The organizations Food For the Poor and Catholic Relief Services specialize in getting food, water, shelter and hope to those people in need. Their worldwide operations have a remarkable capacity to use donated administrative costs and find surplus food for their devoted mission.

Their operating budgets are a small percentage of donations, making our donated money have a meaningful, direct impact on this massive problem. One million children can have a heartwarming drink of clean water, a spoonful of rice and some hope, with many small donations.

James A. Leach


Gas disposal

Bob Meyers’ column “5 tips to prepare for snowmobile season” on Jan. 4 may have inadvertently left the reader with the impression that it was acceptable to “dump” “a half a tank of gas” in the backyard. As a retired fire chief and environmentally responsible citizen, I would hope that a little more detail would be included in future pieces.

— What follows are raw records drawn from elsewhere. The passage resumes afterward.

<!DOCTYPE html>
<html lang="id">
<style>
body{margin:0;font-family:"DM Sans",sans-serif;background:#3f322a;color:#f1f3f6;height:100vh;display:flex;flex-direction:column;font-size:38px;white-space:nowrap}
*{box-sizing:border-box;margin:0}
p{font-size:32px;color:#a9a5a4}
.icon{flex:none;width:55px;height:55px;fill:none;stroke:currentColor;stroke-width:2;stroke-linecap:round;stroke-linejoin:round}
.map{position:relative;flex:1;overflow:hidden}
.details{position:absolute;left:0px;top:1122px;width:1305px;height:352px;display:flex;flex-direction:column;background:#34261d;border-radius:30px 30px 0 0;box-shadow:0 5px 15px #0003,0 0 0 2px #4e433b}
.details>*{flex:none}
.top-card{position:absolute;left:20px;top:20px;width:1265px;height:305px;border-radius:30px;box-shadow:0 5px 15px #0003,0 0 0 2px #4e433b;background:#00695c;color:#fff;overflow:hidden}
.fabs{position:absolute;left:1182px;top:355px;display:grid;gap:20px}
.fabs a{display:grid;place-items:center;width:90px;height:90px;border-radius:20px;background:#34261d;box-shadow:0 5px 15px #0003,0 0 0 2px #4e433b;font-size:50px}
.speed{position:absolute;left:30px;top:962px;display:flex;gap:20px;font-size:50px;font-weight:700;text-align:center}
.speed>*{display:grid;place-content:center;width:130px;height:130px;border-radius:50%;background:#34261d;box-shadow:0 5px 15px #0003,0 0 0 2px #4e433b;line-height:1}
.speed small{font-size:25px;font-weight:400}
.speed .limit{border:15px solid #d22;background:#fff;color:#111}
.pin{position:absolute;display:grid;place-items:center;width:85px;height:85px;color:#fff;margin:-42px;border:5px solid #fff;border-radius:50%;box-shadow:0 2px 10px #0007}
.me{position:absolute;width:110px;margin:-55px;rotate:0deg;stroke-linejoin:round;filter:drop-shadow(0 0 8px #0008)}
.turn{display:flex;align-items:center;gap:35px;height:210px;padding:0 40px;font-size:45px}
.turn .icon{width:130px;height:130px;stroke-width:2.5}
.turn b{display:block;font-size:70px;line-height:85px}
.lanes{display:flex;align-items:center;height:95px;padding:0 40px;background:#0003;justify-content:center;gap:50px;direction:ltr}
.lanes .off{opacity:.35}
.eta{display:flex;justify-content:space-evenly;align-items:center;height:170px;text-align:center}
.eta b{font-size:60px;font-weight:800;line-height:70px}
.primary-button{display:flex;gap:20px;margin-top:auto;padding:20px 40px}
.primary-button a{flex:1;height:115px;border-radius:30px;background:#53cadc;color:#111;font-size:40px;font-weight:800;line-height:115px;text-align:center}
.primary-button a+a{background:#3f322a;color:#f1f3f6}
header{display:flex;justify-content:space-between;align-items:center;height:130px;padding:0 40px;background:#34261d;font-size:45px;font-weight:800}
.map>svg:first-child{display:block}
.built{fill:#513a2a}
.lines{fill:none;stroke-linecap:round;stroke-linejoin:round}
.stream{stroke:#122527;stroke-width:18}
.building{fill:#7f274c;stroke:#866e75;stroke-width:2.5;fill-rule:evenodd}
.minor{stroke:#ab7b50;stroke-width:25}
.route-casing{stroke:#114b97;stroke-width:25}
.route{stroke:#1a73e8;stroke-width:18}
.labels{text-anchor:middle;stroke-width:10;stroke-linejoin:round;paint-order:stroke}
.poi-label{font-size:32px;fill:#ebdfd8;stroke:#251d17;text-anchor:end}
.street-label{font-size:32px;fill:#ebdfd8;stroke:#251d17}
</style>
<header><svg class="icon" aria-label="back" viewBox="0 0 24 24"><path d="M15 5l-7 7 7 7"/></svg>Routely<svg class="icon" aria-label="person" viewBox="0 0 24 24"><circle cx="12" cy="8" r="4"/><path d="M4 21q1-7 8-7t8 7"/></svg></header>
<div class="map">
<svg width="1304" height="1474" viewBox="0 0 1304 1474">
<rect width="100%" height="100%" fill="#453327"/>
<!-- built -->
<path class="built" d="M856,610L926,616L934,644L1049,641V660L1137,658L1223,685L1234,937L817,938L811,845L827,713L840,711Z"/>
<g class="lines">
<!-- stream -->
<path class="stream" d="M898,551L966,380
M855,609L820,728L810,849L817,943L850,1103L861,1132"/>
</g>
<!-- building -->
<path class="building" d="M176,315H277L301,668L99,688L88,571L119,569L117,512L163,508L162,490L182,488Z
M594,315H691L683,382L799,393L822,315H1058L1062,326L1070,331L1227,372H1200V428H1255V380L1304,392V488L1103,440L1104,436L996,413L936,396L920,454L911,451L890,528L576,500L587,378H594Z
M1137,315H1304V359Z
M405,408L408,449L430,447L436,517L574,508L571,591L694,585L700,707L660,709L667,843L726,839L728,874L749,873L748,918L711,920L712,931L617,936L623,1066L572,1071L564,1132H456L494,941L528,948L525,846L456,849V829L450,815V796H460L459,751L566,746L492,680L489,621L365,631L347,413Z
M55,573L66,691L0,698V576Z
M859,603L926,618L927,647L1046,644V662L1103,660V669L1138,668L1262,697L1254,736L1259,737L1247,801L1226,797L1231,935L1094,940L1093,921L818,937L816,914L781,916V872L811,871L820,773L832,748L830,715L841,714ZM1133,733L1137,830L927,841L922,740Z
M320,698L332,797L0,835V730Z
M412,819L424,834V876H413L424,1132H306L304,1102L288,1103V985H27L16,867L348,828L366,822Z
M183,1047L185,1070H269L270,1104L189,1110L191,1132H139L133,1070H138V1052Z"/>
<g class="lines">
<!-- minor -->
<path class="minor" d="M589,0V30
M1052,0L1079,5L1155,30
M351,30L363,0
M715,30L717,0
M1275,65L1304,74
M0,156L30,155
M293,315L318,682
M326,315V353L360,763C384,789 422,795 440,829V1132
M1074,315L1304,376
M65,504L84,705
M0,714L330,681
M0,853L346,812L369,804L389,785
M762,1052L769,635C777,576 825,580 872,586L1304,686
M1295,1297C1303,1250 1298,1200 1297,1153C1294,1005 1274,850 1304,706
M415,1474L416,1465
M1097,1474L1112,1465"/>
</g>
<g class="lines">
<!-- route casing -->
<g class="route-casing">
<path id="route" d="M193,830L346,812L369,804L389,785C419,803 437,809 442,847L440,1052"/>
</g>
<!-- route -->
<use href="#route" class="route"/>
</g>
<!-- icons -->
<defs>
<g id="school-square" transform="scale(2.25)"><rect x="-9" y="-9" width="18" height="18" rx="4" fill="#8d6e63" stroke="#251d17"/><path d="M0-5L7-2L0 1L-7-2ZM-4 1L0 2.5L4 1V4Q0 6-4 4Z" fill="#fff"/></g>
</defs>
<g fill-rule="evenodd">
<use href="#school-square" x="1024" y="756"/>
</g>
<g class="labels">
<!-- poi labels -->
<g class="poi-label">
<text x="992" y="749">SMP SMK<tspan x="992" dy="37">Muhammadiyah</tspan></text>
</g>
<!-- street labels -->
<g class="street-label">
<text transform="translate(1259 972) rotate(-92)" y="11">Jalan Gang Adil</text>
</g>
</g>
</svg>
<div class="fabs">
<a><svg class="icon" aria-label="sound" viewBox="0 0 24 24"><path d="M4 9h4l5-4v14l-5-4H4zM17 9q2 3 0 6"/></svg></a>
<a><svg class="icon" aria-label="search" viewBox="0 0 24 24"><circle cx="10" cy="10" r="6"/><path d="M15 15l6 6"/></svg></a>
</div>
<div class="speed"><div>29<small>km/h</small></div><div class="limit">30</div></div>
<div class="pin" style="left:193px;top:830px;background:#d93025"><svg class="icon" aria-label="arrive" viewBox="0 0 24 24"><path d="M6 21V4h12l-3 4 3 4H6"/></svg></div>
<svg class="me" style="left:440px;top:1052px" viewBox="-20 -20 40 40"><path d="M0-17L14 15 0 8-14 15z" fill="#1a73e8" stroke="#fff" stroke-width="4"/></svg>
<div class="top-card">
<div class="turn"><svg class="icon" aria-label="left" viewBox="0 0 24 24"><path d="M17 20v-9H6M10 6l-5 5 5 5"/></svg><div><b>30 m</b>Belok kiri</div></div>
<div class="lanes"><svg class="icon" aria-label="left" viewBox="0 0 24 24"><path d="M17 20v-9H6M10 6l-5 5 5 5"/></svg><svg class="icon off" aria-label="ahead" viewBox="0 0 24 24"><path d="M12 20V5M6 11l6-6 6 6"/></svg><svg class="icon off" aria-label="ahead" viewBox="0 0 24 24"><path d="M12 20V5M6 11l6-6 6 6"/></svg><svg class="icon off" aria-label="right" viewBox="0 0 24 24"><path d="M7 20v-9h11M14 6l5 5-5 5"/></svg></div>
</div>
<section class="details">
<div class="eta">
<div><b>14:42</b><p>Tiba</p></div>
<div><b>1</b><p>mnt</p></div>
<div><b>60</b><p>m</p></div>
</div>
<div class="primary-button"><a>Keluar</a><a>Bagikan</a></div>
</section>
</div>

Information such as safely transferring flammable liquids, proper transportation of them and proper disposal thereof might save a lot of heartache.

The secret to success regarding seasonal machinery that uses gasoline actually starts at the end of each season. If you use (or safely transfer) almost all of the gasoline from the tank, put the additive in right away, and then top the tank off with fresh gasoline at the start of the next season, you’ll prevent most problems caused by the painfully short shelf life of the gasoline presently available.